(Beginning of SOURCE INFORMATION)
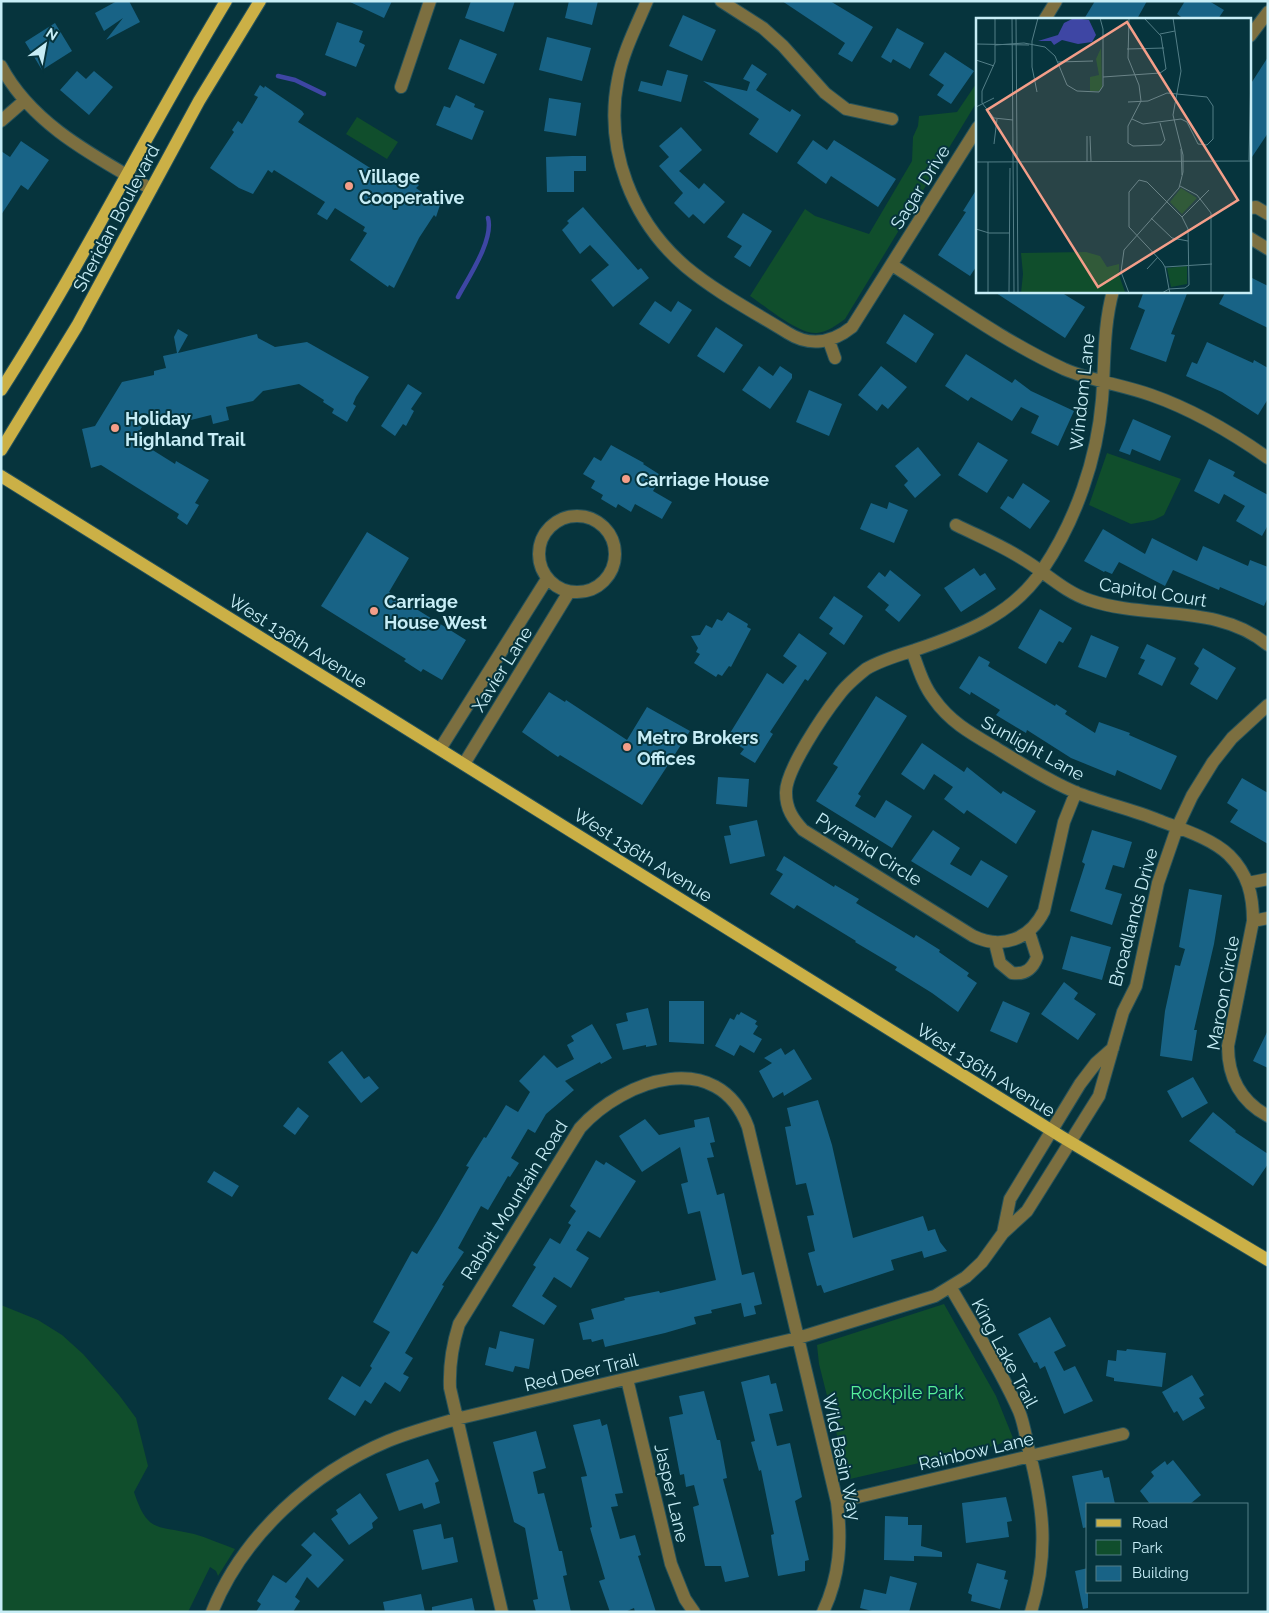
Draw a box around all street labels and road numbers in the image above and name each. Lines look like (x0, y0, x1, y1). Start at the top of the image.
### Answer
(End of SOURCE INFORMATION)
(Beginning of SOURCE INFORMATION)
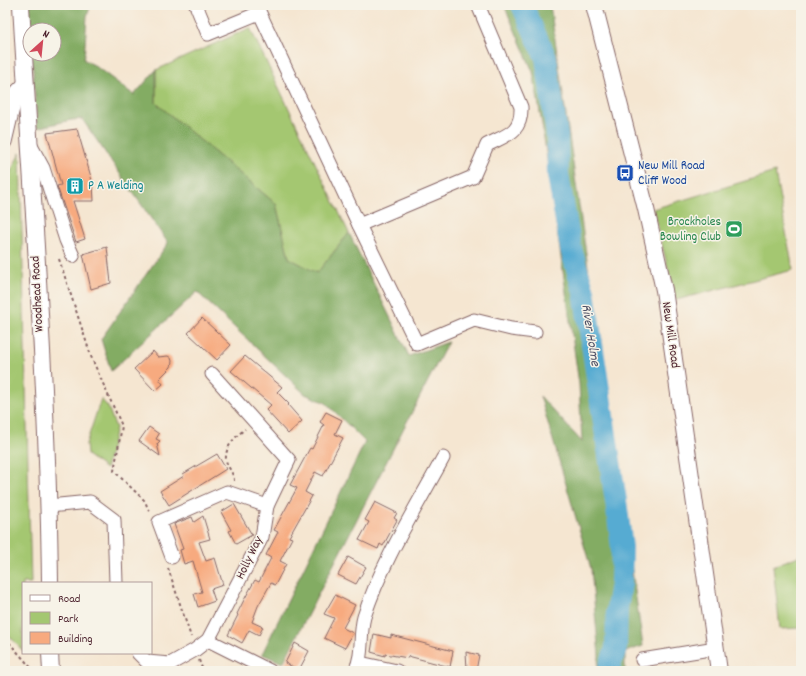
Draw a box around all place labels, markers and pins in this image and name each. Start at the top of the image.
(End of SOURCE INFORMATION)
(Beginning of SOURCE INFORMATION)
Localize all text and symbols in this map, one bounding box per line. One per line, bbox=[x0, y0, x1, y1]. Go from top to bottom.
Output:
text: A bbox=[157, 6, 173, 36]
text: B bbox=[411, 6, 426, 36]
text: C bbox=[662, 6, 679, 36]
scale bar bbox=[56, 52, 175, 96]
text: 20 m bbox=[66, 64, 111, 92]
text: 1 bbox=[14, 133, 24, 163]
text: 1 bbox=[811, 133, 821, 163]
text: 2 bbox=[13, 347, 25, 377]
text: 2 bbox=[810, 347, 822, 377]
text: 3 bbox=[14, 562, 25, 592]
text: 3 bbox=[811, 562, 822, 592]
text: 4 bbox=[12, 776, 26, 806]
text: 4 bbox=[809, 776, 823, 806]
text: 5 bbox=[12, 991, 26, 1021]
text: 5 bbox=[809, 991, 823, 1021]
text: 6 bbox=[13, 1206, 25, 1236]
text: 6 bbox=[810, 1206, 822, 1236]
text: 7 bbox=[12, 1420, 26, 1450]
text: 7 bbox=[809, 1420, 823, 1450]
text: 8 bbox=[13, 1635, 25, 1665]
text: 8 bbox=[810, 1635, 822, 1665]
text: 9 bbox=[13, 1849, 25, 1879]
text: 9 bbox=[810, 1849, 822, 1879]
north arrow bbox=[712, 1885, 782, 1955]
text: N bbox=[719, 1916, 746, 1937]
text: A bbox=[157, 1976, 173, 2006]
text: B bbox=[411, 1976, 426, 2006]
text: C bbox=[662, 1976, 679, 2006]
(End of SOURCE INFORMATION)
Where a line above contains the string "this", copy that line.

Draw a box around all place labels, markers and pins in this image and name each. Start at the top of the image.
Localize all text and symbols in this map, one bounding box per line. One per line, bbox=[x0, y0, x1, y1]. Go from top to bottom.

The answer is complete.